There are loans available that offer buyers the opportunity to purchase a home without such a huge down payment. In some cases, you can get in for as little as 3.5% (or less) down. But, those loans do come with a little bit of a catch, but the options may well be worth the “cost of doing business” loan-wise.

What can I do if I don’t have a 20% down payment?

You have a few options. One is a second mortgage, which finances the 20% down payment with its own terms and interest rates separate from your main mortgage loan. The interest rate may be higher than your first loan, so keep that in mind. Other options that may help you maintain a nominal rate on your second loan is a “balloon”, which sets the interest rate at a certain number of years (5, 7, 10, etc.), with the balance of the loan due at the end of the term. Many home buyers will use this option, then refinance to one mortgage loan prior to the loan’s balloon date.

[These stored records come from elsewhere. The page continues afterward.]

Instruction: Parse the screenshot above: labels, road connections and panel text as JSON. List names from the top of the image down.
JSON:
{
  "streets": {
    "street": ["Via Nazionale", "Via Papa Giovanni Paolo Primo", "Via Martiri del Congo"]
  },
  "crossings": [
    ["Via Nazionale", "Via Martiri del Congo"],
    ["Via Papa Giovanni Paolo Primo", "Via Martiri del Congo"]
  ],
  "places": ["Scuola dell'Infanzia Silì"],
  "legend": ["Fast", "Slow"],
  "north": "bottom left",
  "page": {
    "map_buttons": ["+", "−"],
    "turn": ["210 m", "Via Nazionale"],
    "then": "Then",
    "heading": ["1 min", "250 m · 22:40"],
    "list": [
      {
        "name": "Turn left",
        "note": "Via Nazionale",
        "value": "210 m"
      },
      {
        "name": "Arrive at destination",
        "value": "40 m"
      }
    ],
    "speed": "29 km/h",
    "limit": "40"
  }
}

The other option is Private Mortgage Insurance (PMI). The cost of PMI is usually over 1% of the value of the mortgage loan, but this may vary from lender to lender. The cost may be added to your loan, which will increase your mortgage payment. The good news is that PMI is only required until the home’s value rises to 80% of the loan value, you may cancel the policy.

Is it worth going into a home with no money down?

Ultimately, the answer would depend on your own financial situation and loan qualification. However, if you are unable to save up that 20%, then the possibility of getting into an investment whose value will increase over time, with as little money as you can, is not a bad way to go.